[Stored data entries]

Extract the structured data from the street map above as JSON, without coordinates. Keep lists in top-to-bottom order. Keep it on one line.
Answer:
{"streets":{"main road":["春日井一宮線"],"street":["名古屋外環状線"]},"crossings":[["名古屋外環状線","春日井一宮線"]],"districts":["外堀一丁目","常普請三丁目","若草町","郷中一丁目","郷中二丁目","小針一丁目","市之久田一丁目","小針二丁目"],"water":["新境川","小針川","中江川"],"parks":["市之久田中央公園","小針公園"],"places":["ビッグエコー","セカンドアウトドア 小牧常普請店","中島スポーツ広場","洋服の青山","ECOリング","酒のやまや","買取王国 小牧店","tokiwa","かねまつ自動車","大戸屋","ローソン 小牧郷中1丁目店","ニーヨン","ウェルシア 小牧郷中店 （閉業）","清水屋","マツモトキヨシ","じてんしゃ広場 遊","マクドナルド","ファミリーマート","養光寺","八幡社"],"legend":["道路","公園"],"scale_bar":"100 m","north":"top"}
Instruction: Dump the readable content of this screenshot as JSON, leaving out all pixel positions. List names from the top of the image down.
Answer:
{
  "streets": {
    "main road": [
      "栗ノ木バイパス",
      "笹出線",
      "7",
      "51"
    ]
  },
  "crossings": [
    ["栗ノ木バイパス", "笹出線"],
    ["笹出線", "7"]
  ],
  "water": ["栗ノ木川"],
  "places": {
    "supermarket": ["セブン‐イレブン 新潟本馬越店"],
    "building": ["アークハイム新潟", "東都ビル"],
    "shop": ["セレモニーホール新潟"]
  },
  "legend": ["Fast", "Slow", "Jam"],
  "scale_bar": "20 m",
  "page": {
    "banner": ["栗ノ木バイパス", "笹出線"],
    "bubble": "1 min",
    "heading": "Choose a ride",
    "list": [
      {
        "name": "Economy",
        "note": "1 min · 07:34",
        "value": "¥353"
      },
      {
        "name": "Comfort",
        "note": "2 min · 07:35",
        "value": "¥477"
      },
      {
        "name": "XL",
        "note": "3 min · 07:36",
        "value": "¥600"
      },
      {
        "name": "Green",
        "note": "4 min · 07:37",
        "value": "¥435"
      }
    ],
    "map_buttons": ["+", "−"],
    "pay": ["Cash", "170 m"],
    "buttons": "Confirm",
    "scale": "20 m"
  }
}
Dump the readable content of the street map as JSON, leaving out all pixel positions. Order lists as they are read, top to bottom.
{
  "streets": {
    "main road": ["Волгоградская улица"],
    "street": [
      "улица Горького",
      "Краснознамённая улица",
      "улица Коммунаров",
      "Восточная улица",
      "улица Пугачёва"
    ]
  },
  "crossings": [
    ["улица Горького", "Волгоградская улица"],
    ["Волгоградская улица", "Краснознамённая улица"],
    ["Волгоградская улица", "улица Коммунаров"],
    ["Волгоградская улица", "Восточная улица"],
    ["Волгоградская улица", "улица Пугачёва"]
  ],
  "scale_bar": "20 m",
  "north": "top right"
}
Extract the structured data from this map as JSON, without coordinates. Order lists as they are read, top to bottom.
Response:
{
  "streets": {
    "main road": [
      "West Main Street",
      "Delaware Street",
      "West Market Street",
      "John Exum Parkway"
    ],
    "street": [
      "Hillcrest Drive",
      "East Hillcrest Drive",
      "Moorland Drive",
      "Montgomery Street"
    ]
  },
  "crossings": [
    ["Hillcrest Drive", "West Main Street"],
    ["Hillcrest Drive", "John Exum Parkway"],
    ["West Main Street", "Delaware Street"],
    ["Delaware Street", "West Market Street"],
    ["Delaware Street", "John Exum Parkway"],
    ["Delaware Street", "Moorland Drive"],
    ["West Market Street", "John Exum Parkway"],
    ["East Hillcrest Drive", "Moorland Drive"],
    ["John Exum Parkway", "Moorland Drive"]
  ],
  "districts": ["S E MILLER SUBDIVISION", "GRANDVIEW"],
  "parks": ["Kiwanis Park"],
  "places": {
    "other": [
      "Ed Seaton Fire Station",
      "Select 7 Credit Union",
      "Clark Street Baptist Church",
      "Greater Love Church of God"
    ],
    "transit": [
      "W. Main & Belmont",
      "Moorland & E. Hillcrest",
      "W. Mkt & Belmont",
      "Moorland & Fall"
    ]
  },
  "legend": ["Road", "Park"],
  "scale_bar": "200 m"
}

Work required: Each line above that contains the string "from" should be identified and copied.

Task result:
Extract the structured data from the street map above as JSON, without coordinates. Keep lists in top-to-bottom order. Keep it on one line.
Instruction: Dump the readable content of this screenshot as JSON, leaving out all pixel positions. List names from the top of the image down.
Extract the structured data from this map as JSON, without coordinates. Order lists as they are read, top to bottom.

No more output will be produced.